# [Exercise goal]
Pick out the lines below that contain the string "nowrap" and copy them all.

Stored data
------------------------------------

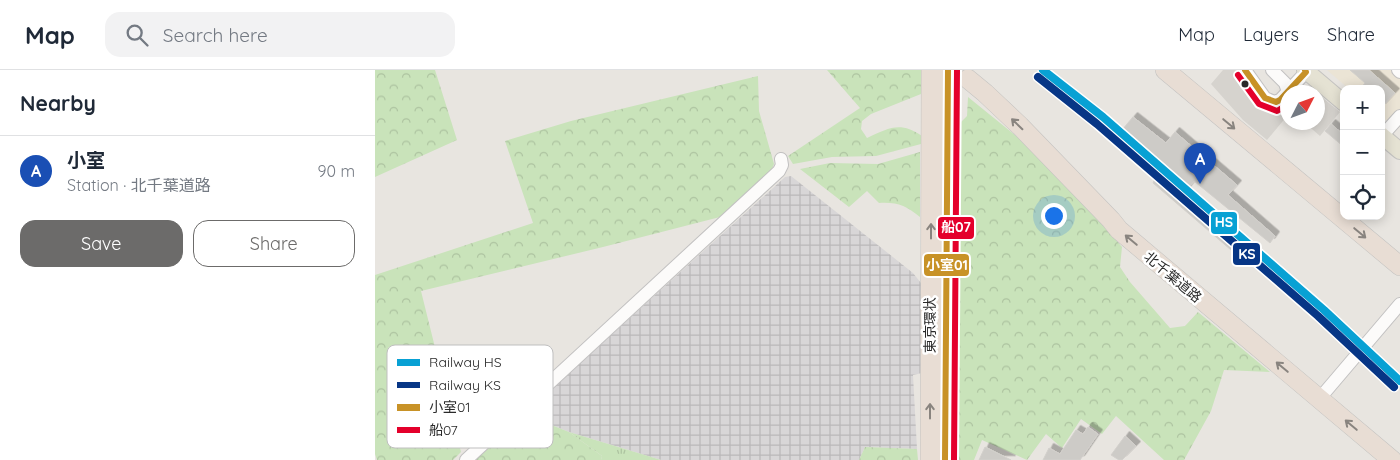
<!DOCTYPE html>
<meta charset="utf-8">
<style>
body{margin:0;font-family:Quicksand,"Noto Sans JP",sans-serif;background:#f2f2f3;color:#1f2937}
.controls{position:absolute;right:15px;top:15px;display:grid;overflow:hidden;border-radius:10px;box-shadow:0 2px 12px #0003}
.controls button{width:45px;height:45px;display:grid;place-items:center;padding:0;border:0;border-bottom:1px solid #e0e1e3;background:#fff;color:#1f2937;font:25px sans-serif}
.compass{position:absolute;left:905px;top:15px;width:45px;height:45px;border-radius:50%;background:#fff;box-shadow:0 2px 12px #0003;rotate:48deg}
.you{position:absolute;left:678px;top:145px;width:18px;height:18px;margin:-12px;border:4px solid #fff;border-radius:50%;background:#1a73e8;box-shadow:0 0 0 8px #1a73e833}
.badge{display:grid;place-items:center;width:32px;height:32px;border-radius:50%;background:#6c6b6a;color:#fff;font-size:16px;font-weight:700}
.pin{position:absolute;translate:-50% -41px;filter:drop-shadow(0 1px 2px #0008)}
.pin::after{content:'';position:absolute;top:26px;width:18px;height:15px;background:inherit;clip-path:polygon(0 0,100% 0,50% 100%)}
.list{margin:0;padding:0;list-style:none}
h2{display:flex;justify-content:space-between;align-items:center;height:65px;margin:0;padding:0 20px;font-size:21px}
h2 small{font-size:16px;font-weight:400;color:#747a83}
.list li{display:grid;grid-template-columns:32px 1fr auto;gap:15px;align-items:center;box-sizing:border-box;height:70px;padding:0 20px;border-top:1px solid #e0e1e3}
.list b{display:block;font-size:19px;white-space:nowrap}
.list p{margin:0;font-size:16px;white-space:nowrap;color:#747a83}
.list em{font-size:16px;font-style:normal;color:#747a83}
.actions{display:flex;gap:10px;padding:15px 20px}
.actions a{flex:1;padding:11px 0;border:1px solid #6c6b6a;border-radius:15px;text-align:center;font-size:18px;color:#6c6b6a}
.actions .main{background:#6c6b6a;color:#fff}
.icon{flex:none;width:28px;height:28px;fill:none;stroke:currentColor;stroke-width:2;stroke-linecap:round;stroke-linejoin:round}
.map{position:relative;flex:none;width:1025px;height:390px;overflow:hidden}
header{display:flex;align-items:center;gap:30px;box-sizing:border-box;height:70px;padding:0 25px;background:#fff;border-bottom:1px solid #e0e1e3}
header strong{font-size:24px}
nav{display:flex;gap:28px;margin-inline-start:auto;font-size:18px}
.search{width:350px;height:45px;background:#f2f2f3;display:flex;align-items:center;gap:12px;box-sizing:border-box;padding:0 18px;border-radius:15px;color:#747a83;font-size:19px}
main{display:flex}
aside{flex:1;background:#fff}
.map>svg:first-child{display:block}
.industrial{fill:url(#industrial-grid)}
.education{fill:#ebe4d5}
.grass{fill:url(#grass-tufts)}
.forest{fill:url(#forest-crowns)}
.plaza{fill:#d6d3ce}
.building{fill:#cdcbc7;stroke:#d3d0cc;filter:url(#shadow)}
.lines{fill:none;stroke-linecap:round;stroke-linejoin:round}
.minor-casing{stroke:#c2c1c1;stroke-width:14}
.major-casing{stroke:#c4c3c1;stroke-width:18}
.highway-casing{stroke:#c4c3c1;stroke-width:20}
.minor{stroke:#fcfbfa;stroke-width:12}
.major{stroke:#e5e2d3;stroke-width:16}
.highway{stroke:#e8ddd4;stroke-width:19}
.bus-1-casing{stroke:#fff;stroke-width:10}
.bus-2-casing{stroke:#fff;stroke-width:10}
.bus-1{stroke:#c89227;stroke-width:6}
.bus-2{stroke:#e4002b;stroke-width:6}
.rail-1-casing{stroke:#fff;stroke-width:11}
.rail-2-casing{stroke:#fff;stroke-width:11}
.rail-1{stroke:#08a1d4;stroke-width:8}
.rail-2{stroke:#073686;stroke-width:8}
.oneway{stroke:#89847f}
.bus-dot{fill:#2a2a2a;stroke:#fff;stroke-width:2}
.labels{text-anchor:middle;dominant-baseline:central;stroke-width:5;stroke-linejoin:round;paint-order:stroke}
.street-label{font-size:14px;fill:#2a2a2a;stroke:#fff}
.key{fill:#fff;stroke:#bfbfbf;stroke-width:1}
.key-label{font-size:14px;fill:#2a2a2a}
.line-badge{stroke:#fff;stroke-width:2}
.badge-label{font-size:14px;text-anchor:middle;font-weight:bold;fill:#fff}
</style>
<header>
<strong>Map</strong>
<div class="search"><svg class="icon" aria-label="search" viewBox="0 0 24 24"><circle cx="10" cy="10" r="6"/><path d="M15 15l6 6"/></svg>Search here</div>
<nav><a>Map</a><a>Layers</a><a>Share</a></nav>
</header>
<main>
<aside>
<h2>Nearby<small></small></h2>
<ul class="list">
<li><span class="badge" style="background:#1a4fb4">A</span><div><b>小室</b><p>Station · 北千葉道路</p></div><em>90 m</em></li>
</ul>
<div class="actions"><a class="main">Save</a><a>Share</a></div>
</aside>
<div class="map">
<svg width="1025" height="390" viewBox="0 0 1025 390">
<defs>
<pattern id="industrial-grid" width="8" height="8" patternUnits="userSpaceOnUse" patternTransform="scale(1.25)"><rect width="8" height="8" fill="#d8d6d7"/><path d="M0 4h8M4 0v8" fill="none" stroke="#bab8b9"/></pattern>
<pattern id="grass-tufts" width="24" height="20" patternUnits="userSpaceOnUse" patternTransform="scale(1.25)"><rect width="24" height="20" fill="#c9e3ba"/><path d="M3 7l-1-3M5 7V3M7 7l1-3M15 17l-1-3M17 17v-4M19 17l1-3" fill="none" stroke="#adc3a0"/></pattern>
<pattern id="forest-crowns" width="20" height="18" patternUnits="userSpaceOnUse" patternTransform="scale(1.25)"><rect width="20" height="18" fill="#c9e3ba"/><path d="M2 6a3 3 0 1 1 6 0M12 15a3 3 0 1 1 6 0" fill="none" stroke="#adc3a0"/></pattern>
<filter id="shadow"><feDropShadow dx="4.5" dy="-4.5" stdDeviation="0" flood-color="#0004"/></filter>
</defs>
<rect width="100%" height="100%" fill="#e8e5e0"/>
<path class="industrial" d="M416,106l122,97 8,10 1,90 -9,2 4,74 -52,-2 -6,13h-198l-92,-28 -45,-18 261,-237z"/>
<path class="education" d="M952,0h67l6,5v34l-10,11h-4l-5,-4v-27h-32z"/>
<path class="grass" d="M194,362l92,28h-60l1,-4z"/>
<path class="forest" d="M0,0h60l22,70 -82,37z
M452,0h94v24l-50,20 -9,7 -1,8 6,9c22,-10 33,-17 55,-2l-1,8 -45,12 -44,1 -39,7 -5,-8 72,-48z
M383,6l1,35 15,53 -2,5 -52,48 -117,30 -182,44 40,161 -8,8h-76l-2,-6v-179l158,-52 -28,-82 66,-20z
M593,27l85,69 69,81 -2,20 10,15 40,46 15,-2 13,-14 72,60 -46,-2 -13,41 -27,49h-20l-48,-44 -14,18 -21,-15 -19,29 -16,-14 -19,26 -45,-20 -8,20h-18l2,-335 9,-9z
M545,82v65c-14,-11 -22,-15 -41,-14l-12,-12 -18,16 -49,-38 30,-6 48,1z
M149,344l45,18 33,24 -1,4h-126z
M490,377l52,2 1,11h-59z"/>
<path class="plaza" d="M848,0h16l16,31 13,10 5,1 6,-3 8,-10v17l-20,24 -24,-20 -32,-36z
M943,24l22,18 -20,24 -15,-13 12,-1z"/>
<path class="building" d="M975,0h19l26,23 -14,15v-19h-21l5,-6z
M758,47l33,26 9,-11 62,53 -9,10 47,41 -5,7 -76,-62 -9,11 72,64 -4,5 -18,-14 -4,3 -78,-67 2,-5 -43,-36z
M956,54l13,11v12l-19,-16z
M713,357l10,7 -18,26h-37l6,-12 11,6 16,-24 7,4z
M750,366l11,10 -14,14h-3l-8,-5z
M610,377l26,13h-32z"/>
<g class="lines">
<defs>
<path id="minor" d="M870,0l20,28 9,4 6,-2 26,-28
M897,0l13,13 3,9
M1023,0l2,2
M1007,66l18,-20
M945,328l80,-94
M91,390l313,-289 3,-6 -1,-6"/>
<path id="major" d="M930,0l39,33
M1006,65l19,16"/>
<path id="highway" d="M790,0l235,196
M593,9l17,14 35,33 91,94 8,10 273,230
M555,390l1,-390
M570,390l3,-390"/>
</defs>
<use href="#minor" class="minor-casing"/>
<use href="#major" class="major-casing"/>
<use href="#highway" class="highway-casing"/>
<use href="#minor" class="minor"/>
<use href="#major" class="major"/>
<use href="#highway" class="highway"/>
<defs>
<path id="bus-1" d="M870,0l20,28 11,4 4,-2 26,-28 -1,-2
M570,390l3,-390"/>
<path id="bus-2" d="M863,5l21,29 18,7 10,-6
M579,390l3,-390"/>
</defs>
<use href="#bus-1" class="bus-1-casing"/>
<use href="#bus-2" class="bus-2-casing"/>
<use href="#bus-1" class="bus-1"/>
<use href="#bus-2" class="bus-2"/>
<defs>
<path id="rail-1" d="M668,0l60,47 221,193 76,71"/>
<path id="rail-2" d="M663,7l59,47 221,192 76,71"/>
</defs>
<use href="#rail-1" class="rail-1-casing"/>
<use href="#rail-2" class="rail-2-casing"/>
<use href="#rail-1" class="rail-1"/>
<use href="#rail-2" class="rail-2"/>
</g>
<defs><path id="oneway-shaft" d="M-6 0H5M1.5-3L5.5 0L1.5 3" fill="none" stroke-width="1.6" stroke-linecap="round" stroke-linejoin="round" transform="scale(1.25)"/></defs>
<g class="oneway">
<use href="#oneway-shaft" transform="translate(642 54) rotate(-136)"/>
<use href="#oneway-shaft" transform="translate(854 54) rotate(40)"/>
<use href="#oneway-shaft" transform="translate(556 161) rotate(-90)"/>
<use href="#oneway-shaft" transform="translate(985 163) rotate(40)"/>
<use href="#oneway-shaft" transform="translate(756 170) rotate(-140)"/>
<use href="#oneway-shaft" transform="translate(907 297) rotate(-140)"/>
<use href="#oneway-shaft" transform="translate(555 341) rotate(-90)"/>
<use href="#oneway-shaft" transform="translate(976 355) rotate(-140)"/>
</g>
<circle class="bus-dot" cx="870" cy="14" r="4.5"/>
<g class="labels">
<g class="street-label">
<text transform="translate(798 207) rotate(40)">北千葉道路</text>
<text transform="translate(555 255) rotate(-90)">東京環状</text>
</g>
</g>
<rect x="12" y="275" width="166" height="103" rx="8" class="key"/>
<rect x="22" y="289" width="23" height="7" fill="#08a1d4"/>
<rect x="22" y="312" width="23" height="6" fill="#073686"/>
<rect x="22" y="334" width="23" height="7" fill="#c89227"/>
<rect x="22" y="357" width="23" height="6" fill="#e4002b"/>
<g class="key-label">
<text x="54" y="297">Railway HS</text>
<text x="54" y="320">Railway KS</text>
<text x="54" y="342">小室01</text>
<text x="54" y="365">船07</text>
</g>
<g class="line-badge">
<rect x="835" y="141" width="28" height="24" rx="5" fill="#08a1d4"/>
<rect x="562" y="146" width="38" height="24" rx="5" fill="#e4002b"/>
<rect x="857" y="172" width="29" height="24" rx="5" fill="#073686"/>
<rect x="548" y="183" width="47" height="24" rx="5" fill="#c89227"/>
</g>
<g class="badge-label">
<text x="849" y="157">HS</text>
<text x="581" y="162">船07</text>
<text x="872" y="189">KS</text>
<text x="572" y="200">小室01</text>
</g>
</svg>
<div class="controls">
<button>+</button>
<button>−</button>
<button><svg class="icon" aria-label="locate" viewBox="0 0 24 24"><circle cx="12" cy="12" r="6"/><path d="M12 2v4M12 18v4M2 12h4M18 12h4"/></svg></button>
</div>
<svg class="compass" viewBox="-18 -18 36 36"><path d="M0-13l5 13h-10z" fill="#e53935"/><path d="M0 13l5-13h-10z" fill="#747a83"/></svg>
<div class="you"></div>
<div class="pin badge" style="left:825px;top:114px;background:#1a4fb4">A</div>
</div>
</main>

------------------------------------

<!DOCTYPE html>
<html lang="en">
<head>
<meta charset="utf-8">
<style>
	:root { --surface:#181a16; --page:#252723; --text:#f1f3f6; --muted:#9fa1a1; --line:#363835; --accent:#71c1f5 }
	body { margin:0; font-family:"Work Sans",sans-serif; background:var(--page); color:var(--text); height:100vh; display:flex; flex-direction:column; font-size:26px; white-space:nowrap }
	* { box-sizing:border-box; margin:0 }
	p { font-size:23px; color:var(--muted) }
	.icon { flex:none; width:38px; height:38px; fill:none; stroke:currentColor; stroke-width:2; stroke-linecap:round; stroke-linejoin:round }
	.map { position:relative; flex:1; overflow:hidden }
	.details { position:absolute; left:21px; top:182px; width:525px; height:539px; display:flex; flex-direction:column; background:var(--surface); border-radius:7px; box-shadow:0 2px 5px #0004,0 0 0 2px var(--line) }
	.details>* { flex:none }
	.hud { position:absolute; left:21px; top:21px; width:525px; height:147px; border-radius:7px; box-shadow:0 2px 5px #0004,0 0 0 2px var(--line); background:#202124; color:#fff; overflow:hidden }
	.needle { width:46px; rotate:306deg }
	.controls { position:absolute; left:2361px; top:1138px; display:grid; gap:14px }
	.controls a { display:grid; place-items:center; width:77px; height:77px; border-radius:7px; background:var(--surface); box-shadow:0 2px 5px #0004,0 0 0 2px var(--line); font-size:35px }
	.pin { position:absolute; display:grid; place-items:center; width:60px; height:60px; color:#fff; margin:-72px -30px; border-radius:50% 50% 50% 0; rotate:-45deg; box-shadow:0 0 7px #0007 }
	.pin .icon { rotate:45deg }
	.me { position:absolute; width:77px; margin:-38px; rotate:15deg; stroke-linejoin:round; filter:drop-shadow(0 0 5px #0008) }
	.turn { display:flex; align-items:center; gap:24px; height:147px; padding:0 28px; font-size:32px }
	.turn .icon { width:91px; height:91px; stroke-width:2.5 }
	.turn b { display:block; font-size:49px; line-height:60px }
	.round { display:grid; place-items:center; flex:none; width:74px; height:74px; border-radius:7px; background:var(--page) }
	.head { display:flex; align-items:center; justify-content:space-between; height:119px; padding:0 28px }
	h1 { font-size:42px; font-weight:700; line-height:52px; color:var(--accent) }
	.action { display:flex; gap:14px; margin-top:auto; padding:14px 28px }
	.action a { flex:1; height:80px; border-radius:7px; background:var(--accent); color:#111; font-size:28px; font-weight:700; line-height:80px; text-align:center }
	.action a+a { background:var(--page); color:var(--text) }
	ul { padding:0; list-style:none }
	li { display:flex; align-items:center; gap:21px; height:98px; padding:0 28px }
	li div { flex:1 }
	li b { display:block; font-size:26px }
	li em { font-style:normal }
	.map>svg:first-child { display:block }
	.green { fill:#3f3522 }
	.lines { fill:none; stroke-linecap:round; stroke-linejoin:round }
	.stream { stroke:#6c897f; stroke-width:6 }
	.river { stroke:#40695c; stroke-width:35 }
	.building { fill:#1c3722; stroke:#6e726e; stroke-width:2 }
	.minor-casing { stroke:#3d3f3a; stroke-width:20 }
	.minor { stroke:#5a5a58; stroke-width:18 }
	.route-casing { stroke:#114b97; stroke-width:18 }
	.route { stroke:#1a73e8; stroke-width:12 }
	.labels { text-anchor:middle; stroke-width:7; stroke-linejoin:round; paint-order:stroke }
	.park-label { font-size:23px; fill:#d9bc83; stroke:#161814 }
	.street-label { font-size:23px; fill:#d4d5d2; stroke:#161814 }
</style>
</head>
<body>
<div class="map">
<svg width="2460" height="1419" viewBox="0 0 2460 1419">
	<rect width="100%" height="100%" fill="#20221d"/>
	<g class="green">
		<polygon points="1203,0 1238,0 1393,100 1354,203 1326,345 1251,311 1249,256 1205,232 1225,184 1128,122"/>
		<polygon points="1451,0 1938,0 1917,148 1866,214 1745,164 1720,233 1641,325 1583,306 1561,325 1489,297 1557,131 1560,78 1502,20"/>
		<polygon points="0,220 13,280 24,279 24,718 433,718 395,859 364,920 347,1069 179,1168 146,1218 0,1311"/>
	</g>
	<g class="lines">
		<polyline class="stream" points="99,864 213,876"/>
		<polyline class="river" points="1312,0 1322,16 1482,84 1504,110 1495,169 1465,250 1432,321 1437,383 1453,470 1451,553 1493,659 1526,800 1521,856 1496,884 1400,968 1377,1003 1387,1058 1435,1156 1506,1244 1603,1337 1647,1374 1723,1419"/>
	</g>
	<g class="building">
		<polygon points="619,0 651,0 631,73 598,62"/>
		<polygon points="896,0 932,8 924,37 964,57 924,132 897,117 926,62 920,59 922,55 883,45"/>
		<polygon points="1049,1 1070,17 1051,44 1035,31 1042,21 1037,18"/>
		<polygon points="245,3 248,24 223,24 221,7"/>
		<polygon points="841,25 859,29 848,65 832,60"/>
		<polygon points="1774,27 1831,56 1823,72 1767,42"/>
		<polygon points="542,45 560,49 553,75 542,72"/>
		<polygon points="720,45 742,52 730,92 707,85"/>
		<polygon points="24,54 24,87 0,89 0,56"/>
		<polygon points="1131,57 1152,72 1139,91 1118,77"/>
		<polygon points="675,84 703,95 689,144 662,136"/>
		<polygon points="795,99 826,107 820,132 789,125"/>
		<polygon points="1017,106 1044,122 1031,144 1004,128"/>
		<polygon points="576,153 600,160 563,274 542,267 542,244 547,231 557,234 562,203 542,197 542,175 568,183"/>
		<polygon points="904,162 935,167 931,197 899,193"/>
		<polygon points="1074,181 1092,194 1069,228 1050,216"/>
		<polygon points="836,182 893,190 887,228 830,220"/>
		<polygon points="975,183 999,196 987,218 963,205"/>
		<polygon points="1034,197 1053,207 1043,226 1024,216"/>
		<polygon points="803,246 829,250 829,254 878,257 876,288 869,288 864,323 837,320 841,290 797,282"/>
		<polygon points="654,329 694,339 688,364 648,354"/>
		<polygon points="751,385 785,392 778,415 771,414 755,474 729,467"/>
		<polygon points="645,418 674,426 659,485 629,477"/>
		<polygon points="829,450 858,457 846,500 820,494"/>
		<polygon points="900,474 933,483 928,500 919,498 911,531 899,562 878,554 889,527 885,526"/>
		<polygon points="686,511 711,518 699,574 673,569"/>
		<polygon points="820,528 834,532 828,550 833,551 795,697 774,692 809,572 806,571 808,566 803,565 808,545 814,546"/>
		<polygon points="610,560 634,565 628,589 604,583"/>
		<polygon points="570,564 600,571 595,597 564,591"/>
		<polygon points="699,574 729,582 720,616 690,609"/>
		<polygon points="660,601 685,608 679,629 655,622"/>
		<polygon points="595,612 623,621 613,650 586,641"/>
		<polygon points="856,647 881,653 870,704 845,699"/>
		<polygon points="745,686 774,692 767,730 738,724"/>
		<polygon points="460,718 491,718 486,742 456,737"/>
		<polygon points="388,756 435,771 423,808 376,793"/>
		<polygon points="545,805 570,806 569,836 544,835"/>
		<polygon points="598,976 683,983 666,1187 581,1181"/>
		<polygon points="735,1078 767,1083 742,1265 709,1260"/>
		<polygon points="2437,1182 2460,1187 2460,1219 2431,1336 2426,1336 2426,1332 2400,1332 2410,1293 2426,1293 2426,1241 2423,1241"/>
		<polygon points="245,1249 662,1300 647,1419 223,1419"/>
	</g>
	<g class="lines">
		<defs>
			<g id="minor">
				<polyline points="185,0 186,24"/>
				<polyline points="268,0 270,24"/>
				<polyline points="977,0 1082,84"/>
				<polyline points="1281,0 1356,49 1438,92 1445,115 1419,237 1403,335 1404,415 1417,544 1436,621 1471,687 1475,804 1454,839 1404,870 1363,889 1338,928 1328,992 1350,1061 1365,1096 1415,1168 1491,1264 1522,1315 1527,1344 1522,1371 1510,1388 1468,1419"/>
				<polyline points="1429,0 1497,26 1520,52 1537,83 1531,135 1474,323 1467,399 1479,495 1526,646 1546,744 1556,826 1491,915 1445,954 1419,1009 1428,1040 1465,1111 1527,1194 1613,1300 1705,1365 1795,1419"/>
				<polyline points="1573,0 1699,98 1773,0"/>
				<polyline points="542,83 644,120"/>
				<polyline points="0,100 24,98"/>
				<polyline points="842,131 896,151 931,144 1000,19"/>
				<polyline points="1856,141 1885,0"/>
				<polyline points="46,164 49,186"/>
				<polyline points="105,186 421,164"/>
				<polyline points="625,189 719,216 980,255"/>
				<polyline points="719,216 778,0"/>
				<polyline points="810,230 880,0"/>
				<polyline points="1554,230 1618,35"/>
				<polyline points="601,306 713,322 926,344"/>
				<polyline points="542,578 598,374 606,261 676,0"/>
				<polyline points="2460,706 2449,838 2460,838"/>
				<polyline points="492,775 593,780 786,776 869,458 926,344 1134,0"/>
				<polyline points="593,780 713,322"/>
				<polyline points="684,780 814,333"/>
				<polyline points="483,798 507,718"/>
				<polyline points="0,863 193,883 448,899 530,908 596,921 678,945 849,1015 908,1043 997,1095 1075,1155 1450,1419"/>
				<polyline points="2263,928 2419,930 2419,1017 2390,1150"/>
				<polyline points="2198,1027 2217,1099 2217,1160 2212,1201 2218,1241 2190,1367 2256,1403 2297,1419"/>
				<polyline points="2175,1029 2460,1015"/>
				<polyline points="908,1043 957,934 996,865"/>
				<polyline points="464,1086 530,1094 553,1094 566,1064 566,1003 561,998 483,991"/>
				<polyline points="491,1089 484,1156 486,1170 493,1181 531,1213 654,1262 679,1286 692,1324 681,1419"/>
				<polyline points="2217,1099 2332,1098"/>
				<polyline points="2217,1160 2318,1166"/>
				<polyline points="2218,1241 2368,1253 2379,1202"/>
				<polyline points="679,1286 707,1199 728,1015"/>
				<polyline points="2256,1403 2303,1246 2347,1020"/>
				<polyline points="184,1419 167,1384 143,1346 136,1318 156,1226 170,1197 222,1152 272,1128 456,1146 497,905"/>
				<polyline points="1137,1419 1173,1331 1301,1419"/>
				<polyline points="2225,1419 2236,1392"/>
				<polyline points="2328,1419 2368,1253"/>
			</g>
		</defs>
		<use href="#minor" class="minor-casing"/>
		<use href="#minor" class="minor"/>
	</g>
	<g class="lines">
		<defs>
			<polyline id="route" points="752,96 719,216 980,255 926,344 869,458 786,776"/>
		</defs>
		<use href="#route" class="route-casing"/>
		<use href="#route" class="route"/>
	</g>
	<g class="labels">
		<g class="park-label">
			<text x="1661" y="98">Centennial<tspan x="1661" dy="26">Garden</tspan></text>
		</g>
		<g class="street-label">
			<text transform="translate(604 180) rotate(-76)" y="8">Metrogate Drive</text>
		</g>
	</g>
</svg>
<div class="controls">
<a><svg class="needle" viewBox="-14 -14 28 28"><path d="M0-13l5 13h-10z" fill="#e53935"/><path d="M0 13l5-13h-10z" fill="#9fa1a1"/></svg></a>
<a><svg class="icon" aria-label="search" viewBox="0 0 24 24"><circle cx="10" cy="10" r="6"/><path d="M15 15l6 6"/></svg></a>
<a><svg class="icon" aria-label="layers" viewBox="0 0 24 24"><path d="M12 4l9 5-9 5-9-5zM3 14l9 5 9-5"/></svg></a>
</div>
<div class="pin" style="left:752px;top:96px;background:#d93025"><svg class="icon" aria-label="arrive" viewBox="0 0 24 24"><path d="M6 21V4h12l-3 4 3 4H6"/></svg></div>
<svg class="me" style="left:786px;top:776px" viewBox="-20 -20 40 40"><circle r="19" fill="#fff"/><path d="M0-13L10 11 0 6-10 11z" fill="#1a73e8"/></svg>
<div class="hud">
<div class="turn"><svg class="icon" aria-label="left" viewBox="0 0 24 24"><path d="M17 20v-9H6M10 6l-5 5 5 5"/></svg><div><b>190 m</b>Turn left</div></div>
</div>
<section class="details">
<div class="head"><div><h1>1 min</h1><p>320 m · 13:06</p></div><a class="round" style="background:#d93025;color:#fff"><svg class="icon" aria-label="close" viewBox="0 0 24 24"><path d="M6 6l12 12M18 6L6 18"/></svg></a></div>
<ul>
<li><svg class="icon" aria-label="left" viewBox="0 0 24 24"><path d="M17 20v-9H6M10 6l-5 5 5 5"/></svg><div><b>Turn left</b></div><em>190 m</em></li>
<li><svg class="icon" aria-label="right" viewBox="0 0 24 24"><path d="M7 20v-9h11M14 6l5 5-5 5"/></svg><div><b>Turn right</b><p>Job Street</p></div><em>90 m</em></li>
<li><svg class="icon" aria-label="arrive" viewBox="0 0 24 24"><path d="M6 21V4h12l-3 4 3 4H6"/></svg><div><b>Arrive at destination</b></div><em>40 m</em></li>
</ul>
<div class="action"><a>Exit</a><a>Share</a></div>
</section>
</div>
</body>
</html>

------------------------------------

# [Task output]
.list b{display:block;font-size:19px;white-space:nowrap}
.list p{margin:0;font-size:16px;white-space:nowrap;color:#747a83}
	body { margin:0; font-family:"Work Sans",sans-serif; background:var(--page); color:var(--text); height:100vh; display:flex; flex-direction:column; font-size:26px; white-space:nowrap }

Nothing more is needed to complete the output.